Cela vous semble bien n’est-ce-pas ?
Et bien ce n’est pas l’avis des scénaristes qui font qu’Harry se cache comme un couillon sous des instruments d’astronomie, et qu’il ne tente rien, totalement hors personnage. Harry assiste à la mort de Dumbledore, sans faire quoi que ce soit.
Encore plus horrible pour l’histoire, dans la version française du film, Dumbledore s’adresse à Rogue en lui disant «Aidez-moi » et Rogue l’assassine, laissant ce dernier passer pour un grand méchant sans cœur. Je rappelle que dans le livre, Dumbledore lui dit « s’il vous plaît », sous entendu, « s’il vous plaît, tuez-moi ».
Je passerai aussi sur la révélation de l’identité du Prince de Sang Mêlé, balancé entre deux répliques. Certes, ce n’était pas non plus le plus grand sujet de l’histoire, mais quand même….

Toutefois, la réalisation est très bonne et la photographie est magnifique. Les effets spéciaux sont toujours spectaculaires et bien utilisés, les décors, même si on les connaît, restent grandioses, particulièrement la tour d’astronomie que j’ai trouvé impressionnante.

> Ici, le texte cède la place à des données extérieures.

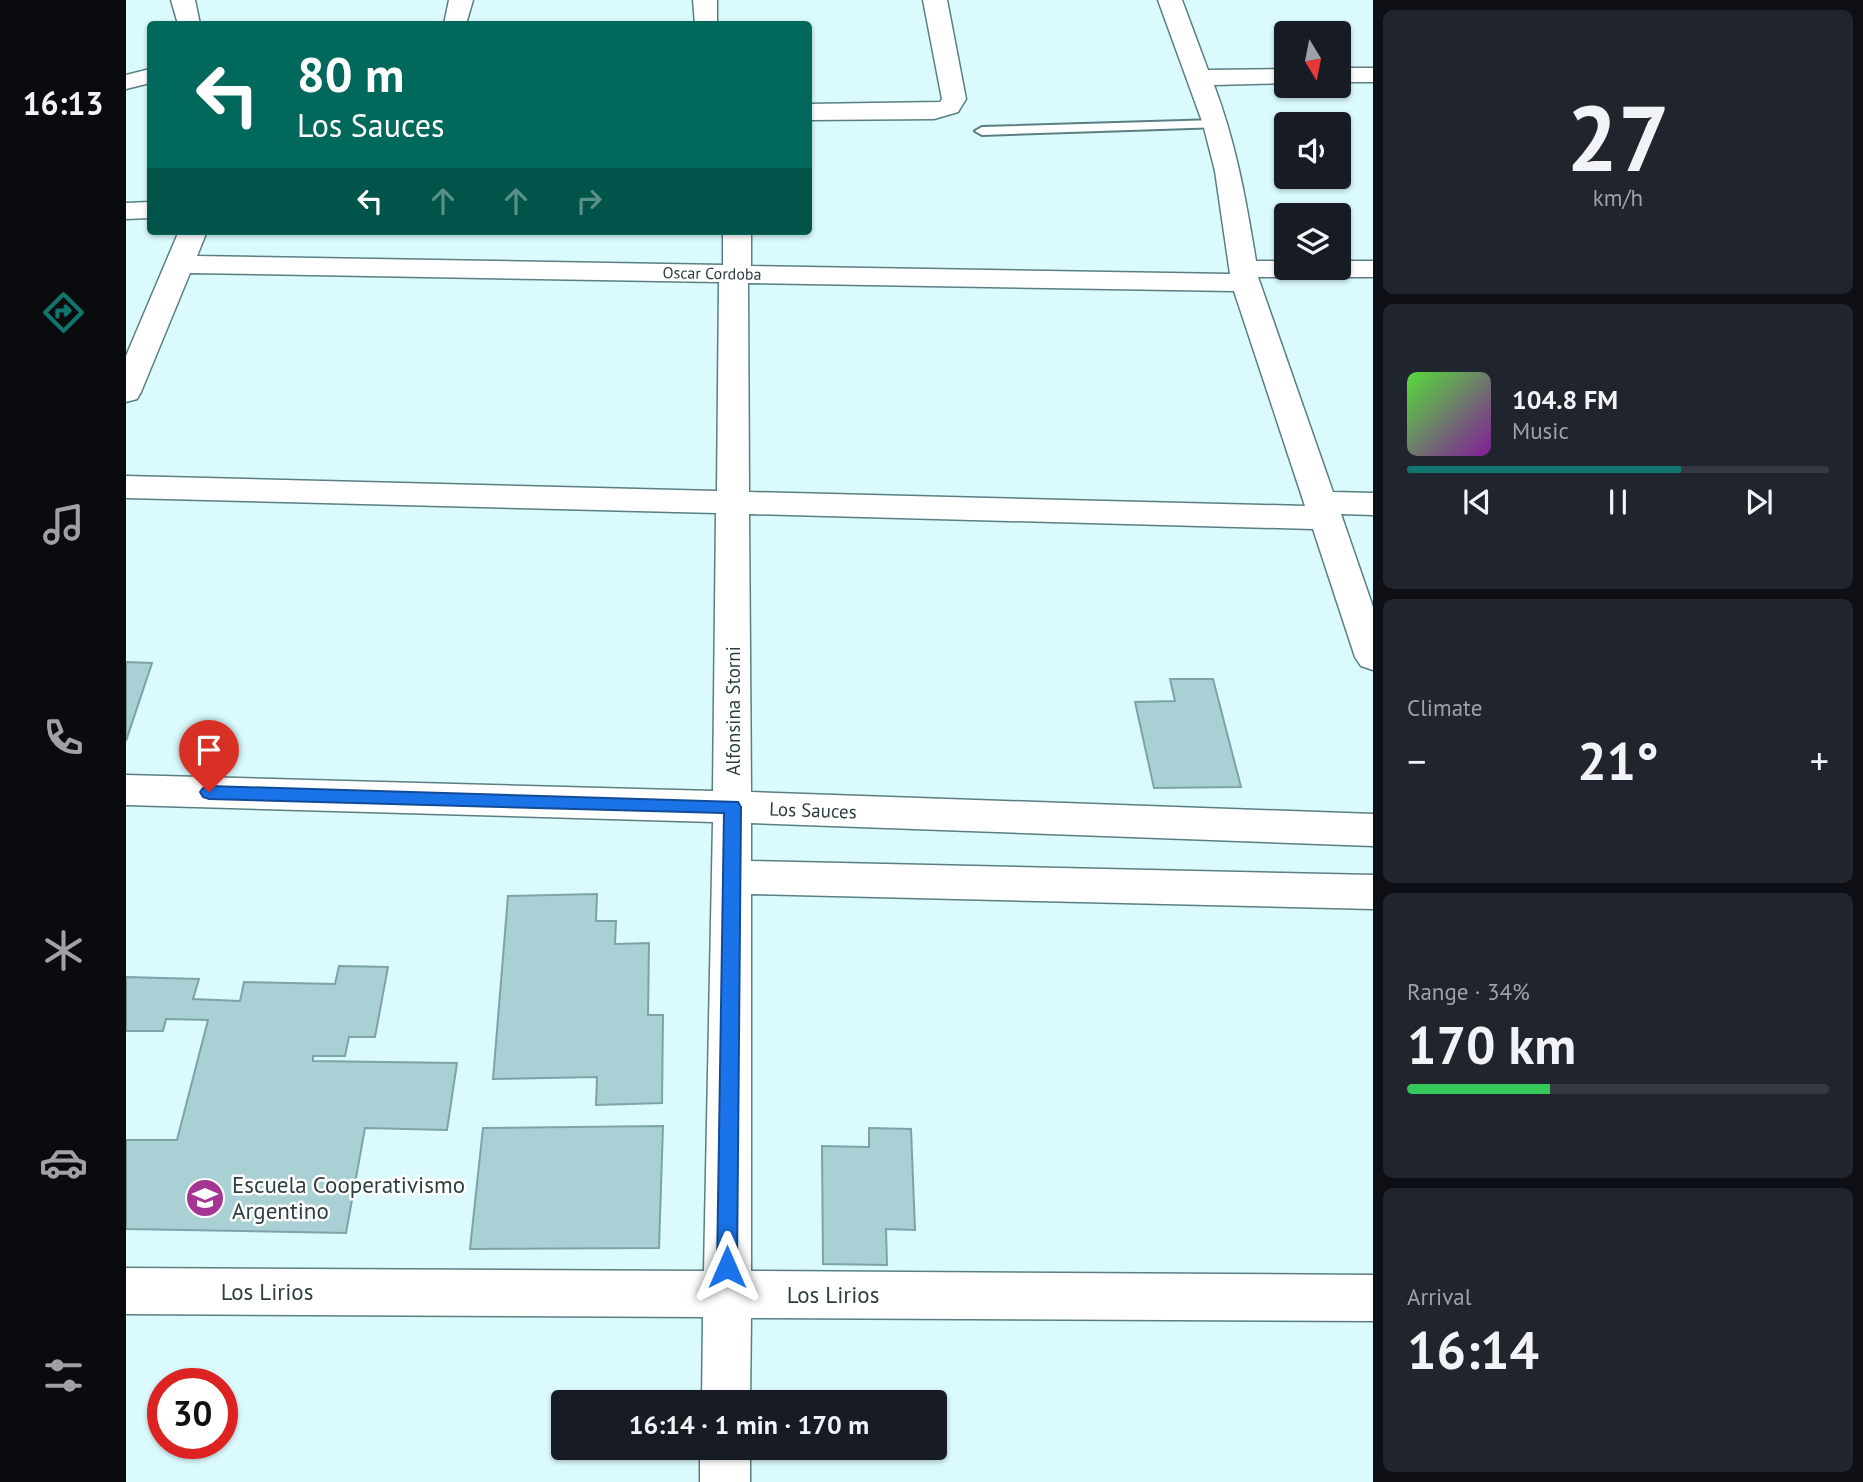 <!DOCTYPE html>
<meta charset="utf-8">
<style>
:root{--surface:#171b24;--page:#20242c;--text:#f1f3f6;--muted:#9ea1a6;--line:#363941;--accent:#0f766e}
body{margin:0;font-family:"PT Sans",sans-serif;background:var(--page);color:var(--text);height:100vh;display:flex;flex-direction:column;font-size:26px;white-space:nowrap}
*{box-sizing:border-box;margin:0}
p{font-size:23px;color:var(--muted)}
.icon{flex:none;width:38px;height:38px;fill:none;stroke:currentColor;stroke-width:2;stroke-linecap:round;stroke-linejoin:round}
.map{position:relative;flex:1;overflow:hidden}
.sheet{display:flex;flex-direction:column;gap:10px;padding:10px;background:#0d0f14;width:490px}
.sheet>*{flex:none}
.top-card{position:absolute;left:21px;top:21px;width:665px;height:214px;border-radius:7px;box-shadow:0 2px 5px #0004;background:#00695c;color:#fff;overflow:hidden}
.needle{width:46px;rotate:170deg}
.tools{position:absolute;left:1148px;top:21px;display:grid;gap:14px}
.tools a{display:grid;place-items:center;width:77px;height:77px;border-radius:7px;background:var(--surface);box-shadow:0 2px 5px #0004;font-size:35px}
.speed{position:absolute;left:21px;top:1368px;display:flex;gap:14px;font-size:35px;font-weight:700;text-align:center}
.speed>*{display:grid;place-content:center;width:91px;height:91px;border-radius:50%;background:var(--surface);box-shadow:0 2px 5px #0004;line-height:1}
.speed .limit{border:10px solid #d22;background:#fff;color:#111}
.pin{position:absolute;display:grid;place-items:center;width:60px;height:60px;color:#fff;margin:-72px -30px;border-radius:50% 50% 50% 0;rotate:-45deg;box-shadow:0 0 7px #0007}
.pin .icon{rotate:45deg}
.me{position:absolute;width:77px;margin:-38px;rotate:0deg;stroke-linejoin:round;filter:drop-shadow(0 0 5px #0008)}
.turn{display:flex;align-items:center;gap:24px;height:147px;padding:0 35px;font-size:32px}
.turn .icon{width:91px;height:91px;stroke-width:2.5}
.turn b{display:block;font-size:49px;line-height:60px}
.lanes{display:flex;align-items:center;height:66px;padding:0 35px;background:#0003;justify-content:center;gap:35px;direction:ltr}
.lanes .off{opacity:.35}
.big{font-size:52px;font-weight:600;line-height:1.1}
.sheet .card{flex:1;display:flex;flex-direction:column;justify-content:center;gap:10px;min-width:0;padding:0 24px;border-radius:10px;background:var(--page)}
.sheet .dial{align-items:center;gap:0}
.dial b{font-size:91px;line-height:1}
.song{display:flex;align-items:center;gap:21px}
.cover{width:84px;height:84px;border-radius:10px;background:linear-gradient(135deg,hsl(110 70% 55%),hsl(290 70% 35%))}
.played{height:7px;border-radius:4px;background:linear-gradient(90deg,var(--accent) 65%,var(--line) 65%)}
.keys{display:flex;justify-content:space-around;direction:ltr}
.heat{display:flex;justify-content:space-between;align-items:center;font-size:38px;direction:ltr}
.charge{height:10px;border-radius:5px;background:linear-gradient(90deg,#34c759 34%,var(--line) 0)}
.trip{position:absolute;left:425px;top:1390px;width:396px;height:70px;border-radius:7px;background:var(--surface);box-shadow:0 2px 5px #0004;font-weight:600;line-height:70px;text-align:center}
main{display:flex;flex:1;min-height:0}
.dock{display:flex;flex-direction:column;width:126px;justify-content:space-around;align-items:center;background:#090b0e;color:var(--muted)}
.dock .icon{width:49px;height:49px}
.dock .on{color:var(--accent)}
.dock b{font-size:32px;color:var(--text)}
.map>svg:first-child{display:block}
.building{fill:#a9d0d5;stroke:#7da3a8;stroke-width:2}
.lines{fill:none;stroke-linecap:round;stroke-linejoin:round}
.service-casing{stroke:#5a7f83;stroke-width:4}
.minor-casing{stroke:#5a7f83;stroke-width:3}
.service{fill:#fff;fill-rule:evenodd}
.minor{fill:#fff;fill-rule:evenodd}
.route{fill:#1a73e8;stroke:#114b97;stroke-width:2}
.labels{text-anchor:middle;stroke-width:5;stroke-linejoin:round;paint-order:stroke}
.far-street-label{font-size:16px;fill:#2d3e3f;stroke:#fff}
.street-label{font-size:19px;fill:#2d3e3f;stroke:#fff}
.near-poi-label{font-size:23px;fill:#2d3e3f;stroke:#fff;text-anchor:start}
.near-street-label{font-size:23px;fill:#2d3e3f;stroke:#fff}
</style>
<main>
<nav class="dock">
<b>16:13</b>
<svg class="icon on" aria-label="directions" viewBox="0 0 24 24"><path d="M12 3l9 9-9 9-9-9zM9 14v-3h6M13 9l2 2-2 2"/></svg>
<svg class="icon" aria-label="music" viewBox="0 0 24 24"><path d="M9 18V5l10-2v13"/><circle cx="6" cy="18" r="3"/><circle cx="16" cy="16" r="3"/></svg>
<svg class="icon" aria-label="phone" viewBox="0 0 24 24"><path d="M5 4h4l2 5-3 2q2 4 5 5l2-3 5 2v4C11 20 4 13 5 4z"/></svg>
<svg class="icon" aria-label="climate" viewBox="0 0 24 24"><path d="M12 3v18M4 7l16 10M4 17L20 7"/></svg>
<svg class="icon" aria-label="car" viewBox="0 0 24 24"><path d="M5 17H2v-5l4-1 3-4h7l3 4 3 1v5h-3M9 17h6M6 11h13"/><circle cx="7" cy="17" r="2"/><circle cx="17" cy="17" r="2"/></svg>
<svg class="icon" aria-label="filters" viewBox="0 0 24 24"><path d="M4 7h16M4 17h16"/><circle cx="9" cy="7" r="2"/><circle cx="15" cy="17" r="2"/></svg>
</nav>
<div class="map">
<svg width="1247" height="1482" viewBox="0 0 1247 1482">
<rect width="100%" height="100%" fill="#dafafd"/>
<path class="building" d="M 0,662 L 26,663 L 0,741 Z
M 1044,679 L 1087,679 L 1115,787 L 1028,788 L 1009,702 L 1049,701 Z
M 471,894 L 470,921 L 490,921 L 489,944 L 523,943 L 522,1015 L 537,1015 L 536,1103 L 470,1105 L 471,1077 L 367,1079 L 382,896 Z
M 213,966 L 262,967 L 249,1037 L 223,1037 L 219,1056 L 187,1056 L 187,1061 L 331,1063 L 321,1130 L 239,1128 L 220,1233 L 0,1229 L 0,1140 L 51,1140 L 82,1020 L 40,1019 L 37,1031 L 0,1031 L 0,977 L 73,979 L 67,999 L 114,1001 L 118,982 L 209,984 Z
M 537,1126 L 533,1248 L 344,1249 L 357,1128 Z
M 743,1128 L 785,1129 L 789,1230 L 760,1229 L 761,1265 L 697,1264 L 696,1146 L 743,1147 Z"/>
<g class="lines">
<defs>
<path id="service" d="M 1090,120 L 1097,124 L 1095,127 L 856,135 L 849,131 L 856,127 Z"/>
<path id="minor" d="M 45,0 L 69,0 L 74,24 L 52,24 Z
M 323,0 L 347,0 L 340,24 L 318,24 Z
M 567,0 L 591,0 L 591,24 L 569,24 Z
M 797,0 L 821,0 L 840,99 L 832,112 L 808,119 L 682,120 L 682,104 L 814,102 L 816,99 Z
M 1032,0 L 1056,0 L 1082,70 L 1160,69 L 1160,83 L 1088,85 C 1110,143 1120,200 1130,261 L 1160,261 L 1160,268 L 1213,268 L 1213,261 L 1247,261 L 1247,277 L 1132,277 L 1207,492 L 1247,493 L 1247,515 L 1215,514 L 1247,607 L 1247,670 L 1235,666 L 1229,657 L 1187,529 L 623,514 L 625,792 L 1247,814 L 1247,846 L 625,823 L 625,861 L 1247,875 L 1247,909 L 625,894 L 625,1271 L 1247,1275 L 1247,1321 L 625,1318 L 624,1402 L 576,1402 L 577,1317 L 0,1314 L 0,1268 L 578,1271 L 587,822 L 0,805 L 0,775 L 587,791 L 590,513 L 0,498 L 0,476 L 591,491 L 593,282 L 64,273 L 15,392 L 11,399 L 0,402 L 0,356 L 53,231 L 81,231 L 71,256 L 597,265 L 597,231 L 625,231 L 625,266 L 1104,274 L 1089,171 L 1077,124 ZM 622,283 L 1108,291 L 1179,506 L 623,492 Z
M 1213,68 L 1247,68 L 1247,82 L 1213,82 Z
M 24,69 L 24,83 L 0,89 L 0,75 Z
M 24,202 L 24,218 L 0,219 L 0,203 Z
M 574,1447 L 624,1447 L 624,1482 L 574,1482 Z"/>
</defs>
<use href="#service" class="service-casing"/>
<use href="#minor" class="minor-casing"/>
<use href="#service" class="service"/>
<use href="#minor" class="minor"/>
</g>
<path class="route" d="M 83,786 L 612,802 L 615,807 L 611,1267 L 608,1274 L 601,1277 L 594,1274 L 591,1267 L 598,813 L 83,799 L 77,797 L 74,792 L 77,788 Z"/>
<defs>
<symbol id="school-disc" viewBox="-11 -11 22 22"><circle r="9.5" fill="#a53592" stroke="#fff"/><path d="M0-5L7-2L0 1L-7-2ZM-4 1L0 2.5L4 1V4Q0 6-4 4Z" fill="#fff"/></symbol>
</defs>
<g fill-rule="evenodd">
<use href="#school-disc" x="57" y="1176" width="44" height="44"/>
</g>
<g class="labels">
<g class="far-street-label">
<text transform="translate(586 273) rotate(1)" y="6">Oscar Cordoba</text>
</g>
<g class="street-label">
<text transform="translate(607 711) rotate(-90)" y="7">Alfonsina Storni</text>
<text transform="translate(687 810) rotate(2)" y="7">Los Sauces</text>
</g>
<g class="near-poi-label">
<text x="106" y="1193">Escuela Cooperativismo<tspan x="106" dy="26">Argentino</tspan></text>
</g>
<g class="near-street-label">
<text x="141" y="1300">Los Lirios</text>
<text x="707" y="1303">Los Lirios</text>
</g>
</g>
</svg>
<div class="tools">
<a><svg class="needle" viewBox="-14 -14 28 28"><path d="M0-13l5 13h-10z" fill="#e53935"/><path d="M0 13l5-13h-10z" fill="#9ea1a6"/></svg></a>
<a><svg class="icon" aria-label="sound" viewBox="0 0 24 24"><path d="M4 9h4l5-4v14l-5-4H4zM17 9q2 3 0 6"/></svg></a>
<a><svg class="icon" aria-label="layers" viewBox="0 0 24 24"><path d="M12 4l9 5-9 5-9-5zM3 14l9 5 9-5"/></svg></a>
</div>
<div class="speed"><div class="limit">30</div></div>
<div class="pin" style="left:83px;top:792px;background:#d93025"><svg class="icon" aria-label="arrive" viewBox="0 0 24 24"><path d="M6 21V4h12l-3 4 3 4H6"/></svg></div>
<svg class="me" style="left:601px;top:1267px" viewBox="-20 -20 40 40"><path d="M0-17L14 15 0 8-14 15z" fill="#1a73e8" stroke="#fff" stroke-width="4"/></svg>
<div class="trip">16:14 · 1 min · 170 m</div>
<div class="top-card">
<div class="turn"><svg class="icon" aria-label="left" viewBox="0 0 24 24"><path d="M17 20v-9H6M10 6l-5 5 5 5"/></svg><div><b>80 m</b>Los Sauces</div></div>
<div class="lanes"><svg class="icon" aria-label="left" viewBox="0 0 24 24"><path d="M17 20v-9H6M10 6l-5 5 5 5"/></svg><svg class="icon off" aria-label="ahead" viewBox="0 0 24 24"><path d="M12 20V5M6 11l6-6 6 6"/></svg><svg class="icon off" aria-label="ahead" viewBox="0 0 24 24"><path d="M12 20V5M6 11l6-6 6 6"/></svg><svg class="icon off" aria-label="right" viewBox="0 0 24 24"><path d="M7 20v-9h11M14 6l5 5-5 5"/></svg></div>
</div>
</div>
<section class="sheet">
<div class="card dial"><b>27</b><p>km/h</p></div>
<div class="card">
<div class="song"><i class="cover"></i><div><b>104.8 FM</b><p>Music</p></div></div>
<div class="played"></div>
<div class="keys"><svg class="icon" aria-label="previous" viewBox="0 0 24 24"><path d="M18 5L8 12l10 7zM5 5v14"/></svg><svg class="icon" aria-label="pause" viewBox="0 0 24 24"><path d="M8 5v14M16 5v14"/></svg><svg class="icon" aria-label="next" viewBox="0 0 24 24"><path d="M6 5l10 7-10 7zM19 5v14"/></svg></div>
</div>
<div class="card"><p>Climate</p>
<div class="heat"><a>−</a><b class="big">21°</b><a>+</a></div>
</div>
<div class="card"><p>Range · 34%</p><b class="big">170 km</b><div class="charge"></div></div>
<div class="card"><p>Arrival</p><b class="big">16:14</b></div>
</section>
</main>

Les acteurs quant à eux, ont pris plaisir à tourner ce film, et cela se voit. Le jeu du trio, qui a bien grandi, c’est développé et l’aspect comédie du film fait très naturel.
Je vais conclure cet article (il le faut bien, sinon je peux encore tartiner trois pages) en disant que oui, on passe un bon moment en regardant Harry et le Prince de Sang Mêlé, mais non, ne vous attendez pas à quelque chose d’explosif, car pour une fois, tout est dans la bande annonce du film.
Les 2h32 passent très vite, on ne s’ennuie pas, au contraire, et je ne peux pas dire que je n’ai pas aimé ce film (si je devais faire un classement il arrivera 3ième dans les 6 ) je dirais juste qu’il ne tient pas ses promesses.